Elections, Communism, and the Venona Project
Elections, Communism, and the Venona Project
Sometimes history replays itself – in strange and eerie ways. Our job is to remember, prepare for what may come, so we do not repeat what is avoidable, regrettable, tragic. Take the Venona Project. If you do not know about it, consider what it means for today.
Venona was a counter-intelligence effort launched in WWII. It lasted 40 years, helping us understand Soviet intentions and bring the Soviet Union to an end. The centerpiece – public now – was decoding that pointed to Communist ambitions inside the United States.
The significance of the project is that, while history, it validates concerns about international espionage, how communist foes attempt to penetrate civil and military life, politics, and media.
The project unearthed “assets” in unlikely places – senior posts in government and private sector. All this, of course, occurred before social media and ubiquitous cyber-activity.
The importance of remembering is that Americans are now again at odds with one another, being encouraged to divide, pushed to distrust the political, legal, and social institutions that bind us. As during Venona days, our adversaries could not be happier.
Internal disputes, democratic disfunction, public corruption, mutual distrust, growing disaffection are what they want. They would prefer we get impatient, consumed by emotion, entertain doubts about law, consider neo-communist ideas, and grow weaker from within.
This is where we must be smarter than we are being – especially now. We must understand that, like it or not, democratic processes and rule of law goes hand-in-glove. Seeking legal recourse to resolve the serious election anomalies is right and proper. Maturity and patience are needed.
True enough, peaceful transition of power is a hallmark of American democracy, but so are fair elections. We need both, assurance this election was fair, remedies if not, and a trusted outcome.
Without assurance of fairness, that is, confidence that significant errors and fraud did not occur, legitimacy of executive leadership is undermined. While our adversaries would love that, we should not. We should want legal processes to play out, following where the evidence leads.
Venona reminds us that liberty and election integrity are always under fire, internally and externally. Corruption is often reinforced by foreign interests, hoping we will doubt ourselves.

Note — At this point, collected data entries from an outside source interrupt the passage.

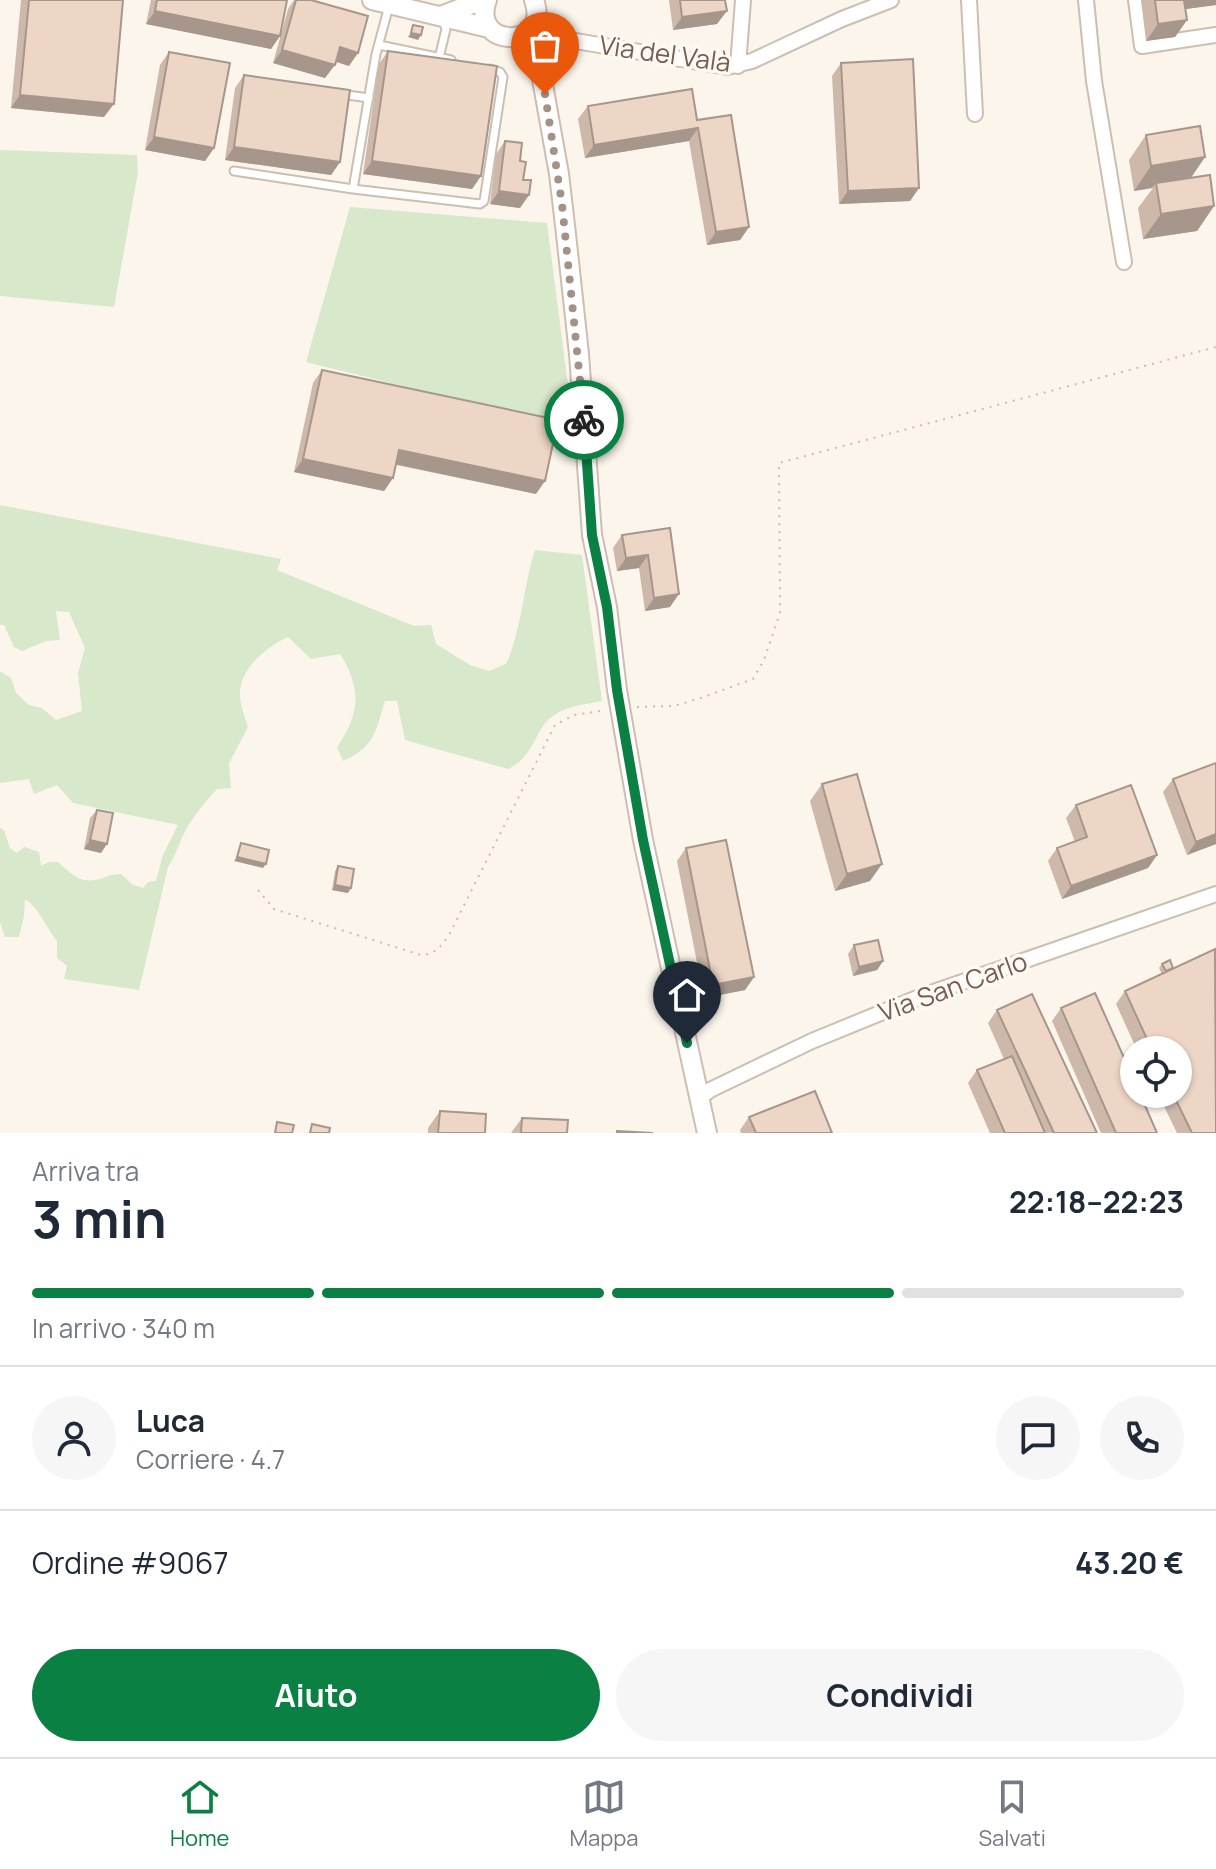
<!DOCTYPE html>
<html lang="it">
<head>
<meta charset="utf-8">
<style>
	body { margin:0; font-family:Manrope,sans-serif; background:#f6f6f7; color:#1f2937; height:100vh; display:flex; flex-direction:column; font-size:30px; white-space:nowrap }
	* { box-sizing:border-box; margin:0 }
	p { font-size:26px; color:#747a83 }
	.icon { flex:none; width:44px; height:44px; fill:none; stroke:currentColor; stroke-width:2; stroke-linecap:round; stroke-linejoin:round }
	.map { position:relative; height:1133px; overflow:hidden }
	.side { display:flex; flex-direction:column; background:#fff; flex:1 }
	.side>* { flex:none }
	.fabs { position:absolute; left:1120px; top:1036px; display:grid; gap:16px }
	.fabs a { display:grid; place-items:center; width:72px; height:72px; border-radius:50%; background:#fff; box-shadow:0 2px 6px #0004; font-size:40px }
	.pin { position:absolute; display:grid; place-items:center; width:68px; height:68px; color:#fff; margin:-82px -34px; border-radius:50% 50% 50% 0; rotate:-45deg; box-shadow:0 0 8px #0007 }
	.pin .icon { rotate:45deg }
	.courier { position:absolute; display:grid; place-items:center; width:80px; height:80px; margin:-40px; border:6px solid #0b8043; border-radius:50%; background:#fff; color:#222; box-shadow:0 2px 10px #0007 }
	.headline em { font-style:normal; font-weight:700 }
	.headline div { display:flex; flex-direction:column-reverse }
	.headline { display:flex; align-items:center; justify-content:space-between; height:136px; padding:0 32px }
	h1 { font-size:52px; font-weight:700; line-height:60px }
	.bar { display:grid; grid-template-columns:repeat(4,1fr); gap:12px 8px; align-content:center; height:96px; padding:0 32px }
	.bar i { height:10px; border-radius:6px; background:#e0e1e3 }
	.bar .on { background:#0b8043 }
	.bar p { grid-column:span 4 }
	.line { display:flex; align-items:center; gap:20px; padding:0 32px; border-top:2px solid #e0e1e3 }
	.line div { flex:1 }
	.round { display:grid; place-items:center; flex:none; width:84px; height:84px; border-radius:42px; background:#f6f6f7 }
	.action { display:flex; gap:16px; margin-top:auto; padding:16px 32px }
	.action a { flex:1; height:92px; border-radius:48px; background:#0b8043; color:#fff; font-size:32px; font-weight:700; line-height:92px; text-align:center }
	.action a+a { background:#f6f6f7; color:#1f2937 }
	.dock { display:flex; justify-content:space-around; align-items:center; height:112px; border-top:2px solid #e0e1e3; background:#fff; font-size:22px; color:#747a83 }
	.dock a { display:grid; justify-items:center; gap:4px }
	.dock .on { color:#0b8043 }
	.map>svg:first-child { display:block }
</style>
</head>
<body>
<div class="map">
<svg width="1216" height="1133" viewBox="0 0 1216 1133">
	<rect width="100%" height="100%" fill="#fbf5ec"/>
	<!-- green -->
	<path fill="#d7e8cb" d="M0 150 137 155 138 172 114 307 0 296Z
		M350 207 547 223 572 417 568 427 306 362Z
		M0 505 281 559 277 570 414 626 431 625 436 644 470 665 489 671 506 664C522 629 523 587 535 550L582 555 602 701C587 704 566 706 553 716 534 728 537 755 508 769L405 740 397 701H385C375 733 375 746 343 761L337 747C360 714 362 688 340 654L311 659 288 637C266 647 239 669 240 695 240 705 245 717 248 727L229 763 231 788 217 789C207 800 196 813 188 826 180 839 177 854 168 867L139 990 64 979 67 966 57 958V941C45 926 40 909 25 899L24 916 19 937H5L0 922V828L4 830 10 848 17 853 24 847 39 852 41 866 49 862H58C68 871 79 883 94 880 105 879 107 874 121 874L133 885 143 888 148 882 156 881 163 855 178 825 73 803 57 785 34 794 29 779 0 783V671L11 678 16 693 29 705 42 708 56 720 82 711 78 673 85 648 69 612 56 611 60 640 46 641 22 651 14 647 4 625H0Z"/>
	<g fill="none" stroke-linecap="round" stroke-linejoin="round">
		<!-- lane casing -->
		<g stroke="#cdbeb2" stroke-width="11">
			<path id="lane" d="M379 45 451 60
				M439 58 446 29 442 18
				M340 94 369 98
				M234 171 353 189 376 54 389 6
				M353 189 480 204 484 201 503 77 500 72 490 69"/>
		</g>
		<!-- street casing -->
		<g stroke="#cdbeb2" stroke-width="18">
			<path id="street" d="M969 0 975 114
				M1086 0 1094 81 1124 262
				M1136 0 1142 46 1216 35
				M535 22 570 40 727 67 752 61 842 19 891 0
				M738 66 743 0
				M699 1098 710 1090 812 1041 922 996 1216 894"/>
		</g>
		<!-- secondary casing -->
		<g stroke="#cfbeb0" stroke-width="22">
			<path id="secondary" d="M372 0 489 28
				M487 0C469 49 552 50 534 0
				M441 16 482 0
				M534 25 540 40V68L559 174 566 234 579 354 592 535 607 607 617 690 643 840 707 1133"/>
		</g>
		<!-- path -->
		<path stroke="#d4b9a8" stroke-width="2" stroke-dasharray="2 6" stroke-linecap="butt" d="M637 707 674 706 701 698 753 679 764 660 780 613 779 463 1216 347
			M258 890 274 909 421 955C435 955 441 946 449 935L555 725 574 715 606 710"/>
		<!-- lane -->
		<use href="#lane" stroke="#fff" stroke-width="7"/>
		<!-- street -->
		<use href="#street" stroke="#fff" stroke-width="14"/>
		<!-- secondary -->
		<use href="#secondary" stroke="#fff" stroke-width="18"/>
	</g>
	<!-- wall -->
	<path fill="#cdb8aa" d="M21 0H123L104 117 11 108Z
		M151 0H287L280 36 271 49 146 24Z
		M294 0H311L349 66 336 62 325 78 273 63 288 9Z
		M669 0H725L717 24 673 30Z
		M1141 0H1216V5L1185 9 1187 20 1175 37 1146 41Z
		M388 51 481 176 472 189 363 174 379 64Z
		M169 52 214 148 205 161 145 150 160 65Z
		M841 63 919 188 910 201 839 204 832 76Z
		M244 75 340 162 331 175 225 160 235 88Z
		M588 106 697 120 749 227 740 240 707 245 689 141 585 158 578 119Z
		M1146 135 1205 157 1191 178 1214 206 1197 231 1143 239 1138 208 1153 188 1134 191 1129 160Z
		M505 141 520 161V208L490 204 496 154Z
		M322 370 536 494 396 465 393 478 384 491 294 472 313 383Z
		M670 528V607L645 611 639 568 617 571 613 548 622 535Z
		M1216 763V844L1187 855 1163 792 1173 779Z
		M822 784 870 881 835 891 810 801Z
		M1076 805 1157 855 1148 868 1062 899 1048 861 1057 848 1075 842 1066 818Z
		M97 810 101 853 84 849 90 818Z
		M686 848 754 977 745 990 704 998 677 861Z
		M338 866 348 893 332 890 335 871Z
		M854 945 883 961 877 970 853 976 848 954Z
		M1170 960 1216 1133H1177L1158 1094H1178V1050H1137L1116 1004 1125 991 1162 974 1159 968 1162 964Z
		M1061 1008 1157 1133H1101L1052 1021Z
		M997 1010 1097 1133H990L968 1083 977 1070 1004 1059 988 1023Z
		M440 1111 485 1133H428V1128Z
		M749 1117 832 1133H741L740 1130Z
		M522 1118 567 1133H511Z"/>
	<!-- shaded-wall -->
	<path fill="#a7968b" d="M1179 0H1216V5L1171 11Z
		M155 11 280 36 271 49 146 24Z
		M727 11 717 24 673 30 682 17Z
		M1187 20 1175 37 1146 41 1158 24Z
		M411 33 421 35 418 40 408 37Z
		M340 47 358 53 349 66 331 60Z
		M282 50 335 65 325 78 273 63Z
		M20 95 114 104 104 117 11 108Z
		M698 128 689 141 585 158 594 145Z
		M154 137 214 148 205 161 145 150Z
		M234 147 340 162 331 175 225 160Z
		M1205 157 1187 183H1156L1152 188 1134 191 1151 166Z
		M372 161 481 176 472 189 363 174Z
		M919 188 910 201 839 204 848 191Z
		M499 191 529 195 520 208 490 204Z
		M1214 206 1197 231 1143 239 1161 214Z
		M749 227 740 240 707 245 716 232Z
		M399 450 545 481 536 494 390 463Z
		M303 459 393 478 384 491 294 472Z
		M648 555 639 568 617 571 626 558Z
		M679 594 670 607 645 611 654 598Z
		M1216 834V844L1187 855 1196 842Z
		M90 840 107 844 101 853 84 849Z
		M1157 855 1148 868 1062 899 1071 886Z
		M237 857 266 864 263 868 234 861Z
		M882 864 870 881 835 891 847 874Z
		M335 885 351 888 348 893 332 890Z
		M883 961 877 970 853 976 859 967Z
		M754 977 745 990 704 998 713 985Z"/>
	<!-- building -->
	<path fill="#eed6c6" stroke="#a7968b" stroke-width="2" d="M29 0H123L114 104 20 95Z
		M157 0H287L280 36 155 11Z
		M296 0H311L368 16 358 53 340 47 335 65 282 50Z
		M680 0H725L727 11 682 17Z
		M1155 0H1184L1187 20 1158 24Z
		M413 25 423 27 421 35 411 33Z
		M388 51 497 66 481 176 372 161Z
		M169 52 230 63 214 148 154 137Z
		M913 59 919 188 848 191 841 63Z
		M244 75 350 90 340 162 234 147Z
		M692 89 697 120 731 115 749 227 716 232 698 128 594 145 588 106Z
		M1200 126 1205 157 1151 166 1146 135Z
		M505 141 522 143 520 161 526 162 523 180H531L529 195 499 191Z
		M1210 175 1214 206 1161 214 1156 183Z
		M322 370 558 420 545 481 399 450 393 478 303 459Z
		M670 528 679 594 654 598 648 555 626 558 622 535Z
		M1216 763V834L1196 842 1173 779Z
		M857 774 882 864 847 874 822 784Z
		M1131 785 1157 855 1071 886 1057 848 1087 837 1076 805Z
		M97 810 113 813 107 844 90 840Z
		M726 840 754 977 713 985 686 848Z
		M241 843 269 850 266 864 237 857Z
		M338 866 354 869 351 888 335 885Z
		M878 940 883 961 859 967 854 945Z
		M1215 949 1216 1133H1192L1173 1094H1178V1050H1152L1125 991Z
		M1170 960 1173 968 1166 971 1162 964Z
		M1095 993 1134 1080V1094H1140L1157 1133H1116L1061 1008Z
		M1032 994 1097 1133H1054L997 1010Z
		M1012 1056 1045 1133H1005L977 1070Z
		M815 1091 832 1133H756L749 1117Z
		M440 1111 486 1114 485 1133H438Z
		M522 1118 568 1120 567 1133H521Z
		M277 1122 294 1125 292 1133H275Z
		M312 1124 330 1128 329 1133H310Z
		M617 1131 653 1133H617Z"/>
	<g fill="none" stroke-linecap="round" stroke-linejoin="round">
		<!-- done -->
		<path stroke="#a49287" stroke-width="8" stroke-dasharray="0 14.4" d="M545 94 562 204 584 420"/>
		<!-- route -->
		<path stroke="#0b8043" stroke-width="10" d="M584 420 592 535 607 607 617 690 643 840 687 1043"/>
	</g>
	<g text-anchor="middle" stroke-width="7" stroke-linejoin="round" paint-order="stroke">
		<!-- street labels -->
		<g font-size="26" fill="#755d50" stroke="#fef9f2">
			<text transform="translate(665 54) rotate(8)" y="9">Via del Valà</text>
			<text transform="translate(953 987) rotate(-20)" y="9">Via San Carlo</text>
		</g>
	</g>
</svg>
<div class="fabs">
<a><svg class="icon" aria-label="locate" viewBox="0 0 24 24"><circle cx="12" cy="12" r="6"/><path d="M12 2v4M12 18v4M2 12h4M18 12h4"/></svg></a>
</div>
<div class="pin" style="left:545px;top:94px;background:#ea580c"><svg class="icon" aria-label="bag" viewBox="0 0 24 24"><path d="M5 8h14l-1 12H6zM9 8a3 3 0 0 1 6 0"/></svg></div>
<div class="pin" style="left:687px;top:1043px;background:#1f2937"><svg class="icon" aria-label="home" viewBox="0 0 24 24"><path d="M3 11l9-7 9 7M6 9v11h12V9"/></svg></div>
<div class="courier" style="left:584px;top:420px"><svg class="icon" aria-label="bike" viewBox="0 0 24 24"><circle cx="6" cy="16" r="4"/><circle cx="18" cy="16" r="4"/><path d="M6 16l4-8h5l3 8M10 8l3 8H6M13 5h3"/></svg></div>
</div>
<section class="side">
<div class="headline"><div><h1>3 min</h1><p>Arriva tra</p></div><em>22:18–22:23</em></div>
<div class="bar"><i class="on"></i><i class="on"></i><i class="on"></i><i></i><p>In arrivo · 340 m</p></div>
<div class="line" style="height:144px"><a class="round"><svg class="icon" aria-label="person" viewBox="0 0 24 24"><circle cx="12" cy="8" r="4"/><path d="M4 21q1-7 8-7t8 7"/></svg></a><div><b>Luca</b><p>Corriere · 4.7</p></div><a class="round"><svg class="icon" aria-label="chat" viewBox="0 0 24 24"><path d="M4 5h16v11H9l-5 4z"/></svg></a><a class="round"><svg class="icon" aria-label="phone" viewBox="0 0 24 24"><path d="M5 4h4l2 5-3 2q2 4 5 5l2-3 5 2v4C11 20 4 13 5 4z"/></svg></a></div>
<div class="line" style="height:104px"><div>Ordine #9067</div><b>43.20 €</b></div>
<div class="action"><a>Aiuto</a><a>Condividi</a></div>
</section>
<nav class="dock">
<a class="on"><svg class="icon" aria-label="home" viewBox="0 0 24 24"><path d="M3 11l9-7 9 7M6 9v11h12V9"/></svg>Home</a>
<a><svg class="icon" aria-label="map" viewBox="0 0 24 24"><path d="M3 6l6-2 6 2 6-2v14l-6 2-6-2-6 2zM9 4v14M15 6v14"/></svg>Mappa</a>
<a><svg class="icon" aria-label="saved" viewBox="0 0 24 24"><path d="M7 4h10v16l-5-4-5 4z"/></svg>Salvati</a>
</nav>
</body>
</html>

That is why we should put down our swords – stop pretending this election is over, that alleged voter fraud is irrelevant, or legal action is unwarranted. If material evidence exists of systematic error or fraud, we should know it – and remedy it. We have a legal system intended to find truth. We have a judicial branch to check material defections in elections.
Last point: Venona reminds us to be alert to socialist, communist, and other adverse foreign influences. They seek to corrupt free societies. Ours is the freest. In this, we represent their greatest threat – and so they ours.
Venona – and courage of leaders like Ronald Reagan – ended the Soviet Union. That said, communist ideology endures. It fed Soviet Bolsheviks and feeds neo-Maoist China today. To protect ourselves, we must respect ourselves – our political and legal systems, rule of law, free markets, and Bill of Rights. These live – all personalities aside – only while we defend them.
If Venona reminds us of anything, it is this: Democracy, rule of law, and respect for both – are vulnerable to disruption. Our job is to be vigilant, if necessary vocal, especially around elections.
The late Democratic Senator Daniel Moynihan co-chaired the Bipartisan Commission on Government Secrecy – which declassified Venona in 1995. His warning echoes Generals Patton and Bradley, Presidents Truman, and Reagan: “The Venona intercepts contained overwhelming proof of the activities of Soviet spy networks in America, complete with names, dates, places, and deeds." Threats from within and without remain real.
Today, the threat from Communist China out-flashes all others. China – and socialist partisans within – would hurry this election, dispose of judicial review. That is what China does; that is not what we do. We await judicial rulings. We may be impatient, but are not communist yet.